In 1916, Woodrow Wilson proclaimed June 14 as “Flag Day.” Then, in 1917 he argued the case for the United States to join World War One.
Those facts make the following document in the WWPL Pamphlet collection even more curious. The library’s archive contains the transcript of a sermon given on June 23, 1918 by Reverend A. M. Fraser, pastor of the First Presbyterian Church in Staunton. The title of the sermon was, “Shall Flags Be Displayed In The Church? The Church ‘a Place of Prayer’.”
Rev. Fraser addressed his congregation regarding why the American flag was not displayed in the church. Rev. Fraser enumerated multiple reasons, the first being that the flag is a “secular symbol.” In addition, his third reason was that, “… when you put a civic flag in the house of divine worship you incur the risk of a confusion of Church and State and of creating an unauthorized and dangerous alliance between the two.” However, it was his second reason for not displaying the flag that directly referenced President Wilson. Rev. Fraser spoke,
“A few years ago the President in a Flag Day address spoke of the meaning and importance of flags as emblems and of the emblematic significance of our national flag. An emblem represents a sentiment, and sentiment largely rules the world. Of what sentiment is the flag an emblem? It represents our pride, our boast, our challenge to the world. Now it is not proper to bring any pride or boast into the house of God that is not directly connected with the atonement of Christ…”
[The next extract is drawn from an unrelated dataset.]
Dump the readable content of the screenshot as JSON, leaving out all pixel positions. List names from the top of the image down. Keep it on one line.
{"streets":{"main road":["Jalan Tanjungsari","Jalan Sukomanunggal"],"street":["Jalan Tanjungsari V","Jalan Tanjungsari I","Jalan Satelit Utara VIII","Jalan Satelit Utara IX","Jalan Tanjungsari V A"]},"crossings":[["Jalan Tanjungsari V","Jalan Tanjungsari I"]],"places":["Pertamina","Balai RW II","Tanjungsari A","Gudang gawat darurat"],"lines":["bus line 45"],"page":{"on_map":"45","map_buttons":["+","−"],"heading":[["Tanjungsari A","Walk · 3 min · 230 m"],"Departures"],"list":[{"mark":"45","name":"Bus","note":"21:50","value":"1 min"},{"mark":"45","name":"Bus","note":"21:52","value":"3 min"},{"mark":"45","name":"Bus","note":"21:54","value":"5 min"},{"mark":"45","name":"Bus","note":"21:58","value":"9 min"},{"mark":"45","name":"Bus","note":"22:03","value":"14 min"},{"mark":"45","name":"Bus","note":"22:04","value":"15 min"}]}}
The amazing paradox of Rev. Fraser’s sermon includes the facts that he was the minister of the same church as Woodrow Wilson’s father, Joseph Ruggles Wilson. The sermon was given in Woodrow Wilson’s town of birth, during the height of American involvement in the first World War and just eight days after the celebration of Flag Day that was officially promulgated by Wilson two years earlier.
History can be surprising. Exploring the pamphlet collection of the Woodrow Wilson Presidential Library allows visitors to see in-print the complexities that history holds.